Fine-grained impact ejecta on the Moon: Views from Earth-based radar and the LRO Diviner thermal mapper

The goal of this work is to use Diviner thermal mapper observations to constrain the surface block populations of fine-grained impact ejecta on the Moon. The statistical distribution of rocks in impact ejecta deposits is important because it constrains the processes by which fragmentary impact debris is produced and subsequently deposited on the surface. Earth-based radar observations have revealed meters-thick haloes of material depleted in blocks 1cm and greater in diameter, surrounding nearside impact craters. Radar observations allow characterization of the bulk properties of the upper ~10m of material, but do not yield direct information about the surface rock distribution. Diviner’s four thermal infrared channels, ranging from 12.5 to 200 microns, provide the means to investigate variations in surface thermophysical properties between impact ejecta and surrounding regolith. In this paper, we will report on comparisons between Diviner thermal infrared and Earth-based radar observations for nearside craters with radar-dark, fine-grained ejecta haloes.

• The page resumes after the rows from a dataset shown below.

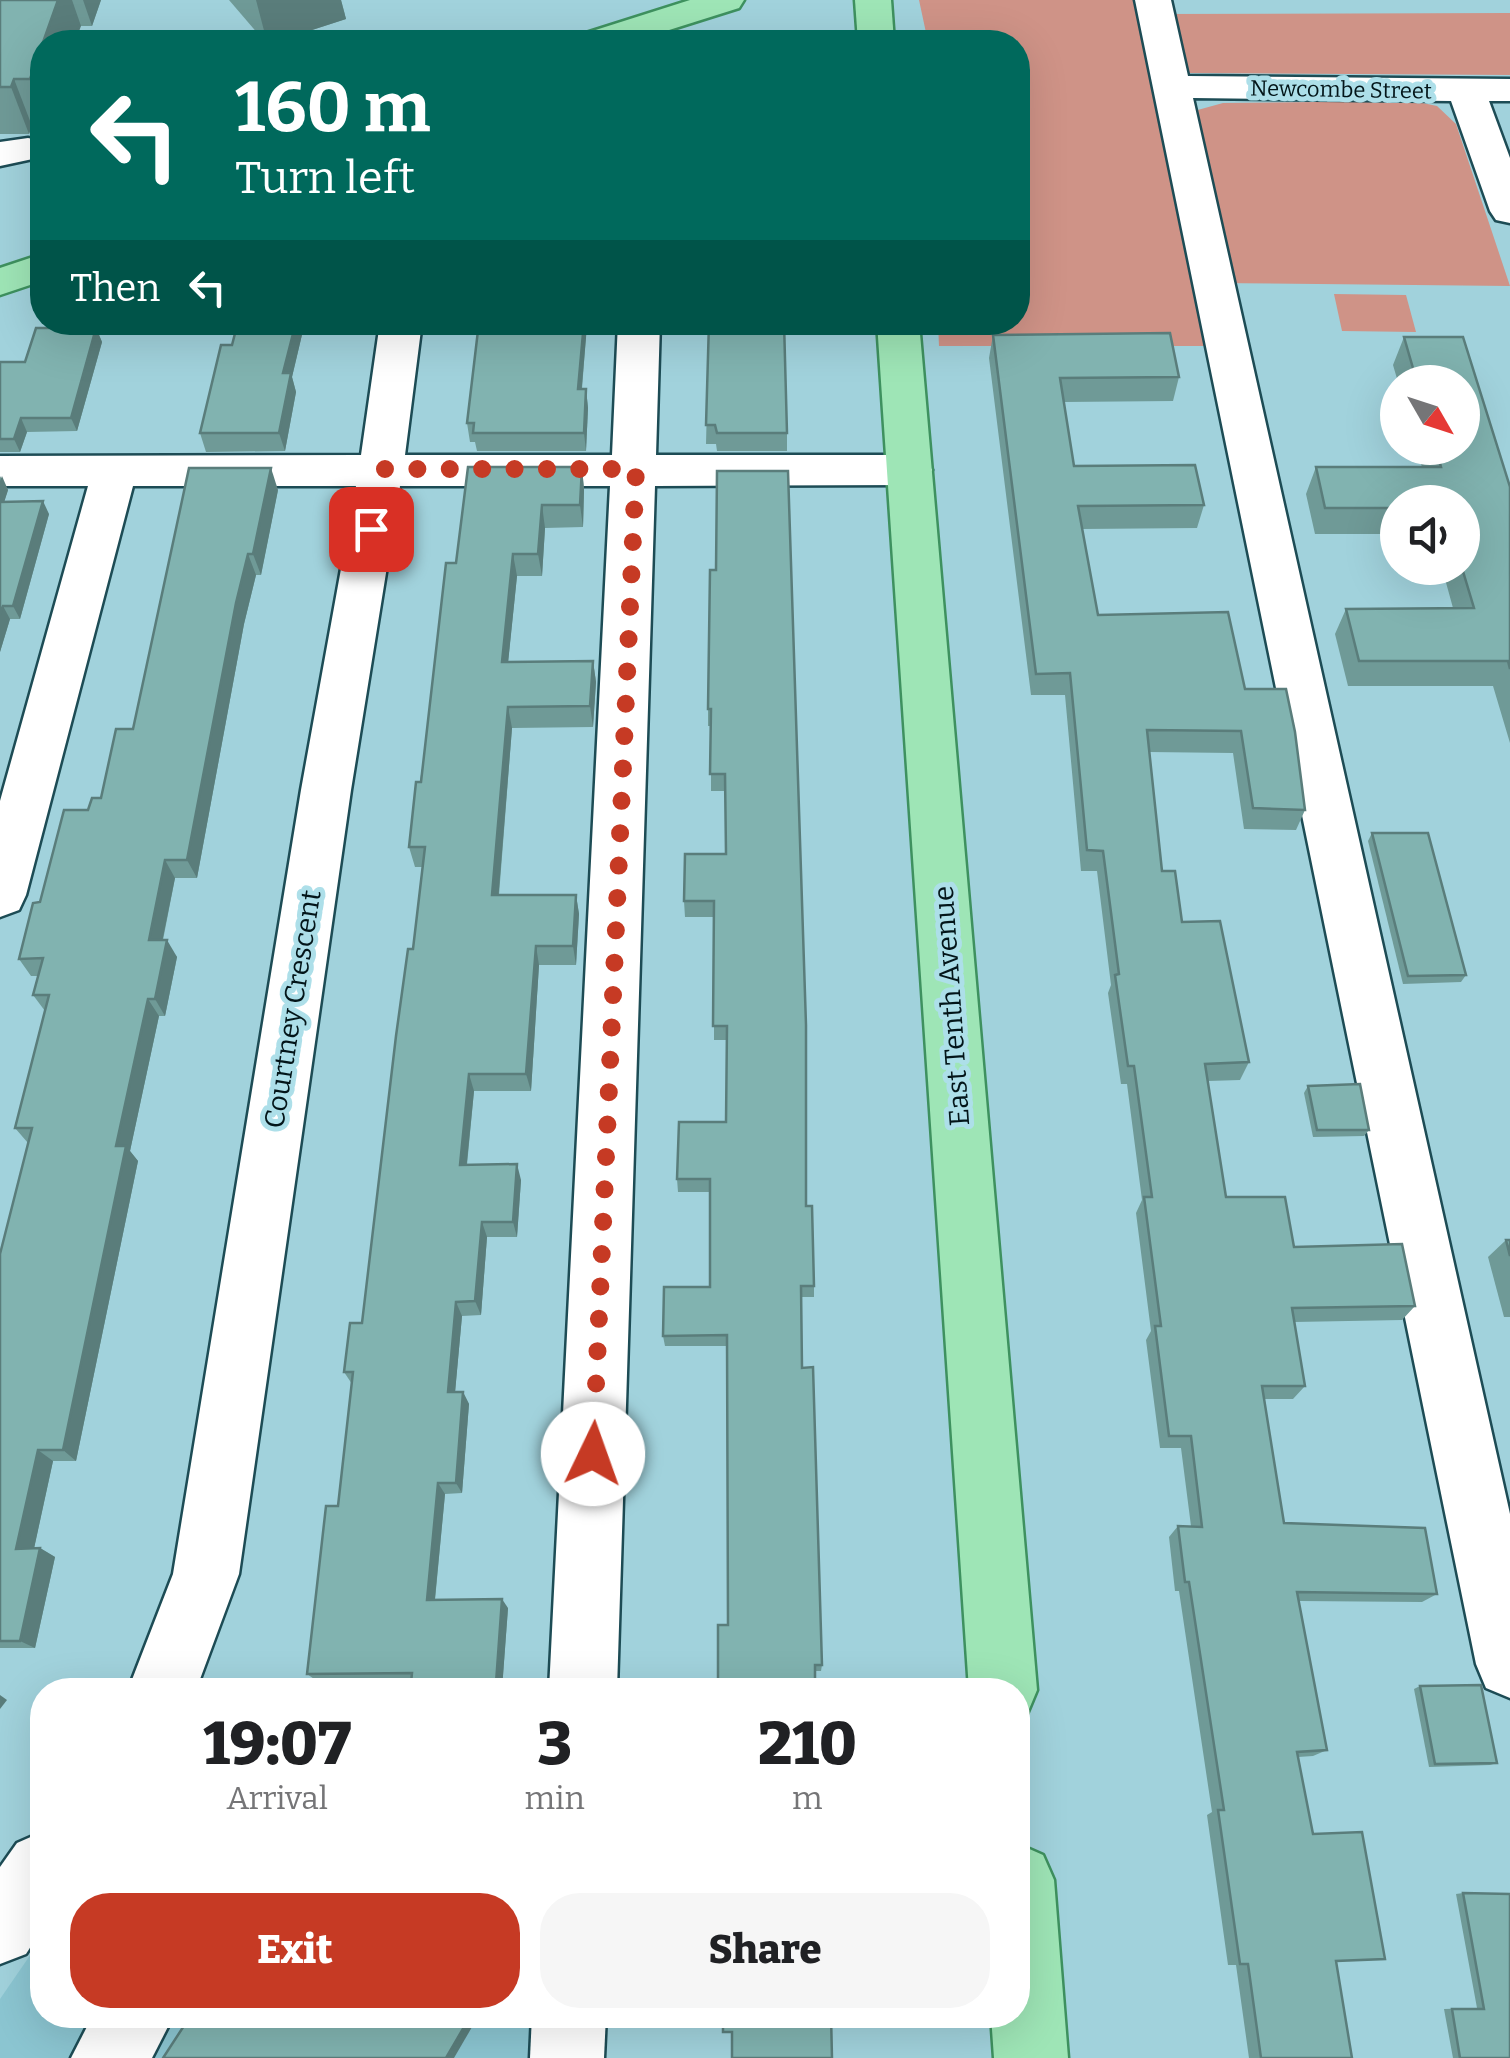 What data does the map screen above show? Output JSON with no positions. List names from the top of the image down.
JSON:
{
  "streets": {
    "main road": ["East Tenth Avenue"],
    "street": ["Newcombe Street", "Courtney Crescent"]
  },
  "north": "bottom right",
  "page": {
    "turn": ["160 m", "Turn left"],
    "then": "Then",
    "eta": [
      "19:07",
      "Arrival",
      "3",
      "min",
      "210",
      "m"
    ],
    "buttons": ["Exit", "Share"]
  }
} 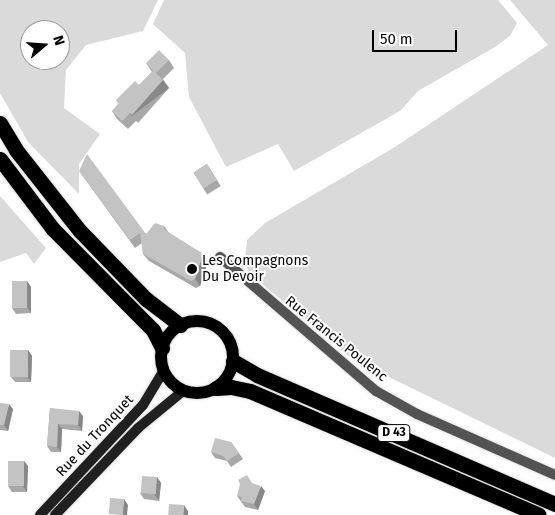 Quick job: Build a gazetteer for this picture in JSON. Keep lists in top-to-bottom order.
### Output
{
  "streets": {
    "highway": ["D 43"],
    "street": ["Rue Francis Poulenc", "Rue du Tronquet"]
  },
  "crossings": [
    ["D 43", "Rue du Tronquet"]
  ],
  "places": ["Les Compagnons Du Devoir"],
  "scale_bar": "50 m",
  "north": "right"
} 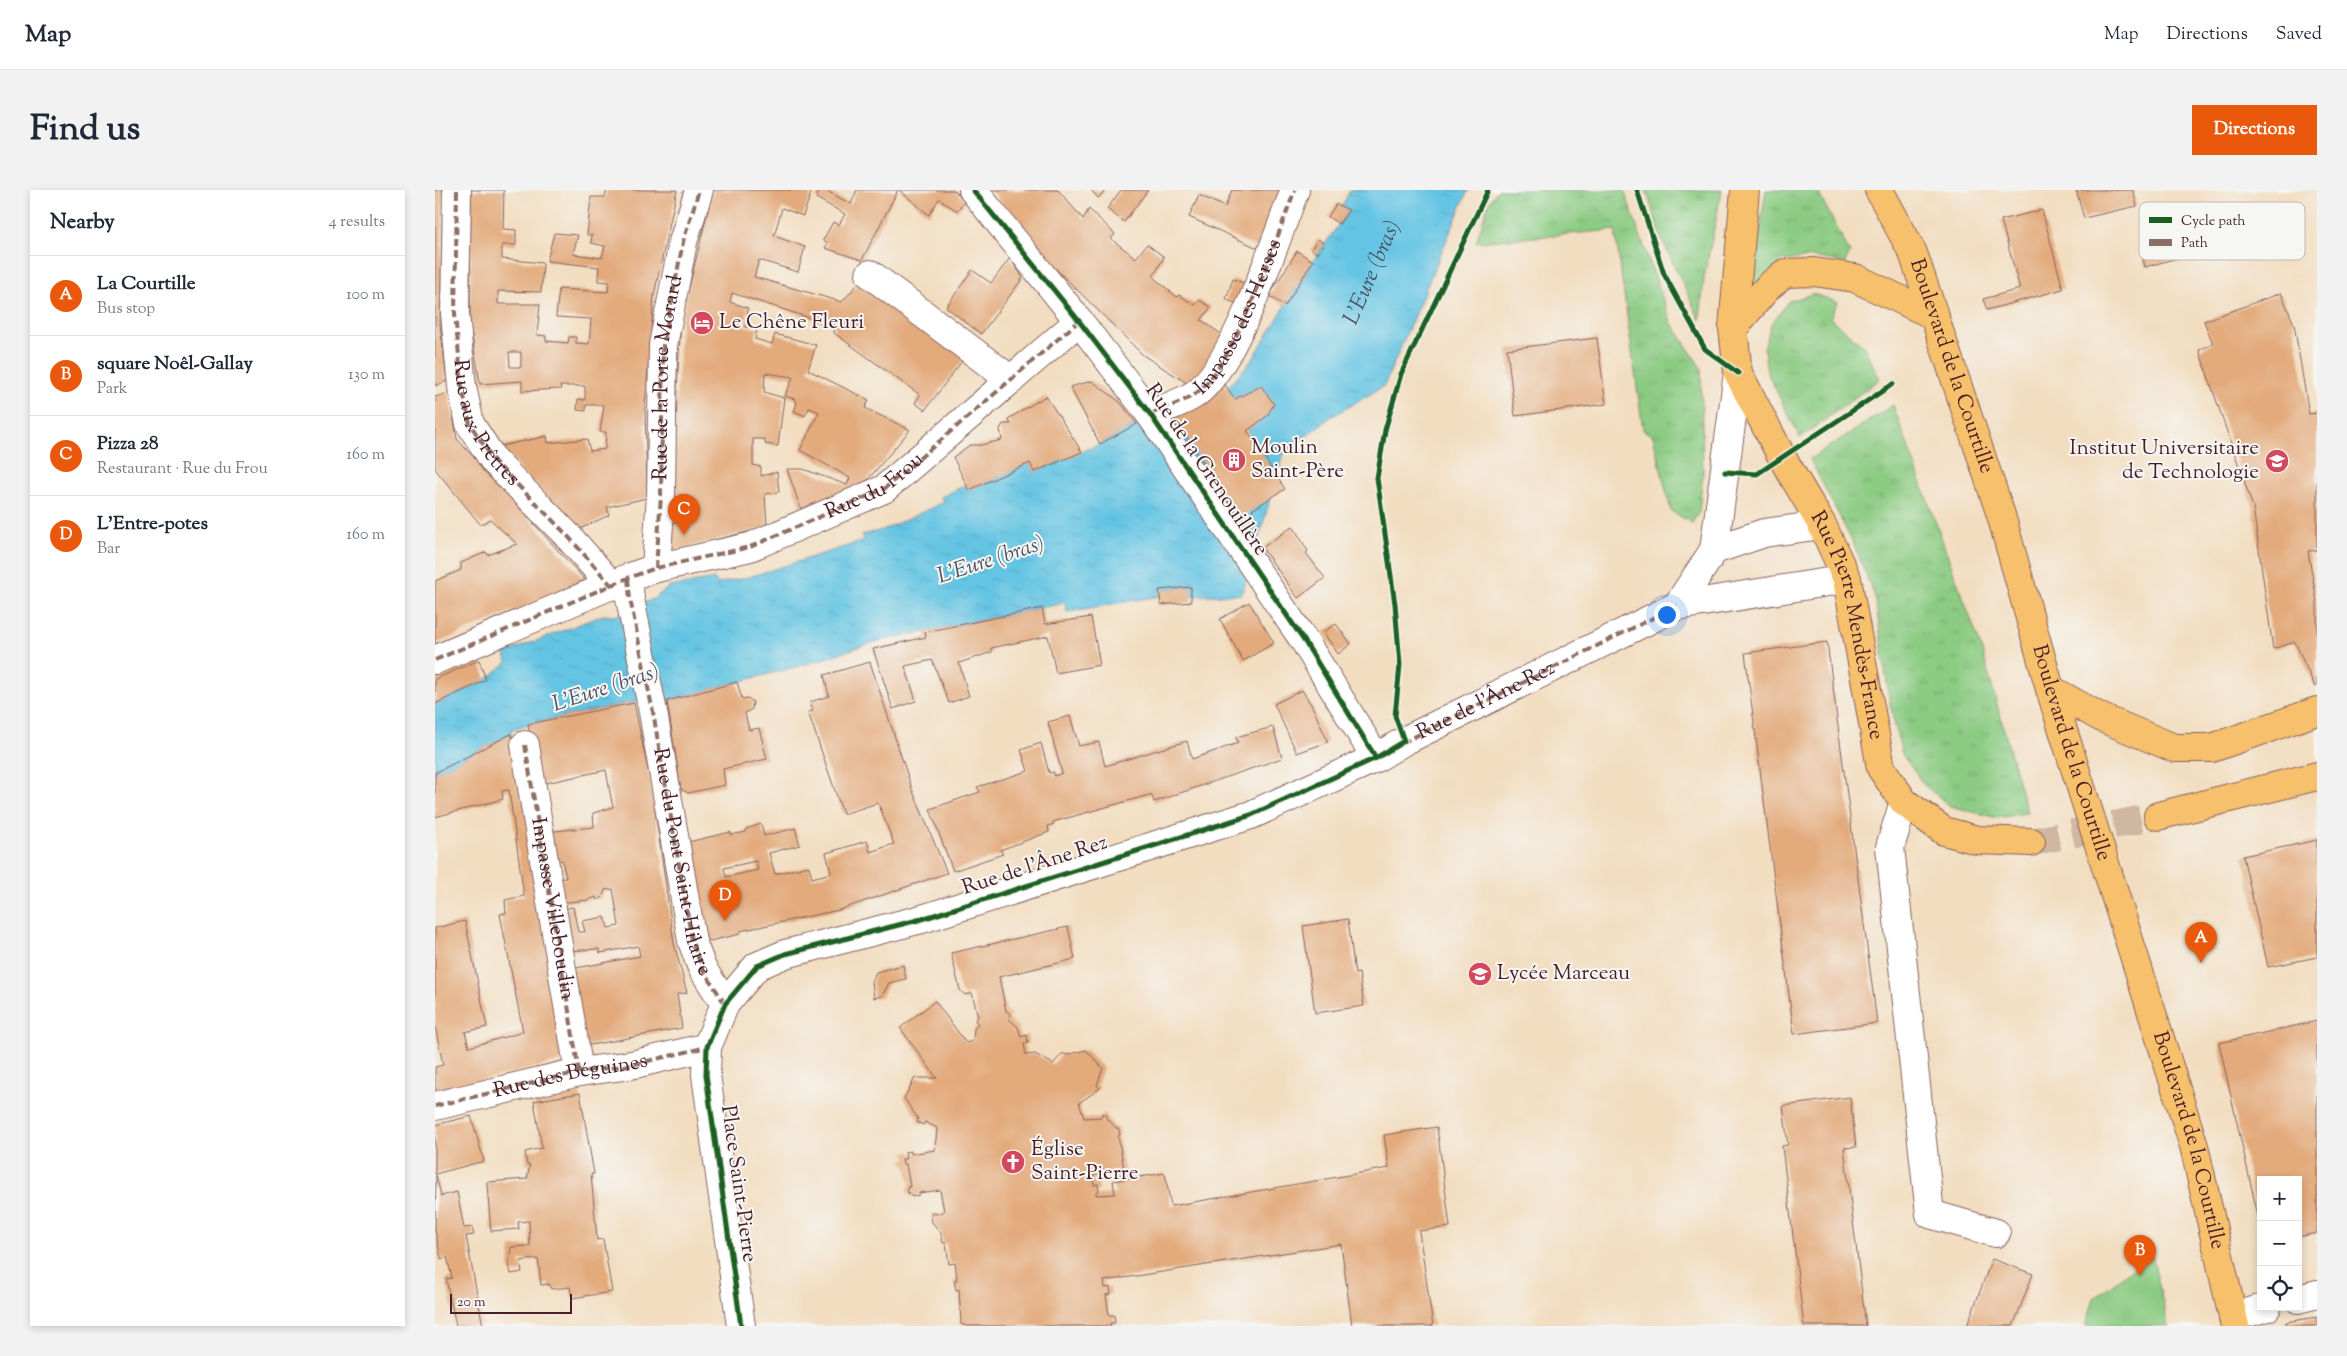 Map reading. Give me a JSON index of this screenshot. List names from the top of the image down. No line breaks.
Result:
{"streets":{"main road":["Boulevard de la Courtille","Rue Pierre Mendès-France"],"street":["Impasse des Herses","Rue de la Porte Morard","Rue aux Prêtres","Rue de la Grenouillère","Rue du Frou","Rue de l'Âne Rez","Rue du Pont Saint-Hilaire","Impasse Villeboudin","Rue des Béguines","Place Saint-Pierre"]},"crossings":[["Impasse des Herses","Rue de la Grenouillère"],["Rue de la Porte Morard","Rue du Frou"],["Rue aux Prêtres","Rue du Frou"],["Rue aux Prêtres","Rue du Pont Saint-Hilaire"],["Rue de la Grenouillère","Rue du Frou"],["Rue de la Grenouillère","Rue de l'Âne Rez"],["Rue du Frou","Rue du Pont Saint-Hilaire"],["Rue Pierre Mendès-France","Rue de l'Âne Rez"],["Rue de l'Âne Rez","Rue du Pont Saint-Hilaire"],["Rue de l'Âne Rez","Rue des Béguines"],["Rue de l'Âne Rez","Place Saint-Pierre"],["Impasse Villeboudin","Rue des Béguines"],["Rue des Béguines","Place Saint-Pierre"]],"water":["L'Eure (bras)"],"places":{"hotel":["Le Chêne Fleuri"],"building":["Moulin Saint-Père"],"school or university":["Institut Universitaire de Technologie","Lycée Marceau"],"church":["Église Saint-Pierre"]},"legend":["Cycle path","Path"],"scale_bar":"20 m","page":{"header":"Map","nav":["Map","Directions","Saved"],"title":"Find us","buttons":"Directions","heading":["Nearby","4 results"],"list":[{"mark":"A","name":"La Courtille","note":"Bus stop","value":"100 m"},{"mark":"B","name":"square Noêl-Gallay","note":"Park","value":"130 m"},{"mark":"C","name":"Pizza 28","note":"Restaurant · Rue du Frou","value":"160 m"},{"mark":"D","name":"L'Entre-potes","note":"Bar","value":"160 m"}],"pins":["C","D","A","B"],"map_buttons":["+","−"],"scale":"20 m"}} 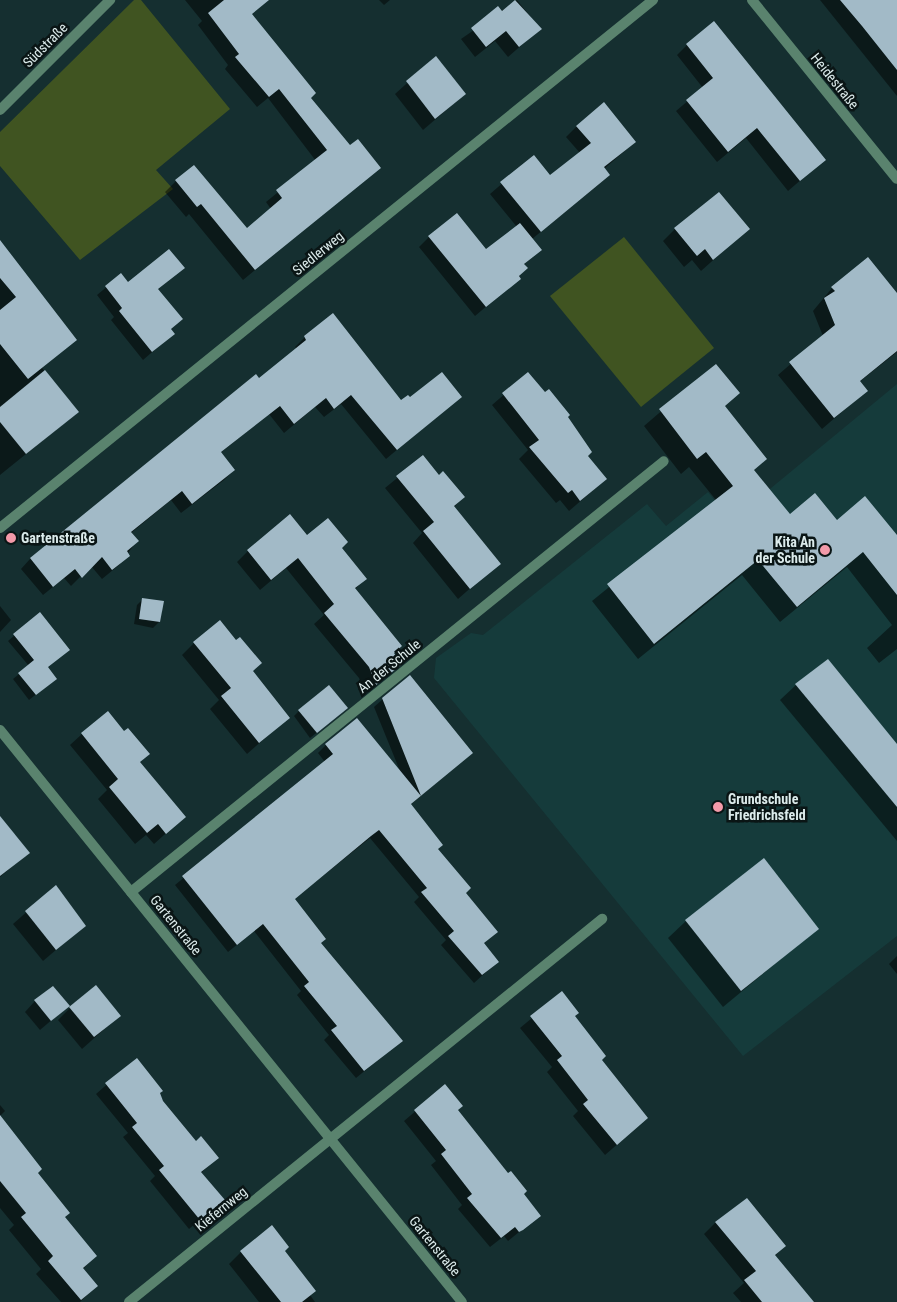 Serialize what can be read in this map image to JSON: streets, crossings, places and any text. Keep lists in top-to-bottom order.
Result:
{
  "streets": {
    "street": [
      "Südstraße",
      "Heidestraße",
      "Siedlerweg",
      "An der Schule",
      "Gartenstraße",
      "Kiefernweg"
    ]
  },
  "crossings": [
    ["An der Schule", "Gartenstraße"],
    ["Gartenstraße", "Kiefernweg"]
  ],
  "places": ["Gartenstraße", "Kita An der Schule", "Grundschule Friedrichsfeld"]
}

The brightness temperature of the lunar surface as measured by Diviner is a function of albedo, emissivity, and thermal inertia, and the bulk thermal inertia of a given mixture of soil and rocks varies with rock fraction. The resulting differences in brightness temperature are most pronounced during the night, and the particular way in which the temperature varies with rock fraction depends on the soil emissivity. The spatial resolution of the Diviner measurements (320 m / pixel) is close to that of existing 70-cm wavelength radar images (at 400 m / pixel), which facilitates comparison between the two data sets. Preliminary work indicates that radar-bright, blocky ejecta close to crater rims show higher pre-dawn brightness temperatures than either more distal fine ejecta or background regolith, and the location of the transition correlates closely between the two data sets. Current work is focused on extending the comparison to distal fine ejecta haloes; we will match 1-D lunar thermal models, which balance incident solar radiation, conduction from the subsurface, and thermal emission, to measured surface brightness temperatures in order to constrain the haloes’ surface thermophysical properties. The results will provide a new dimension in our understanding of rock size distribution in ejecta deposits.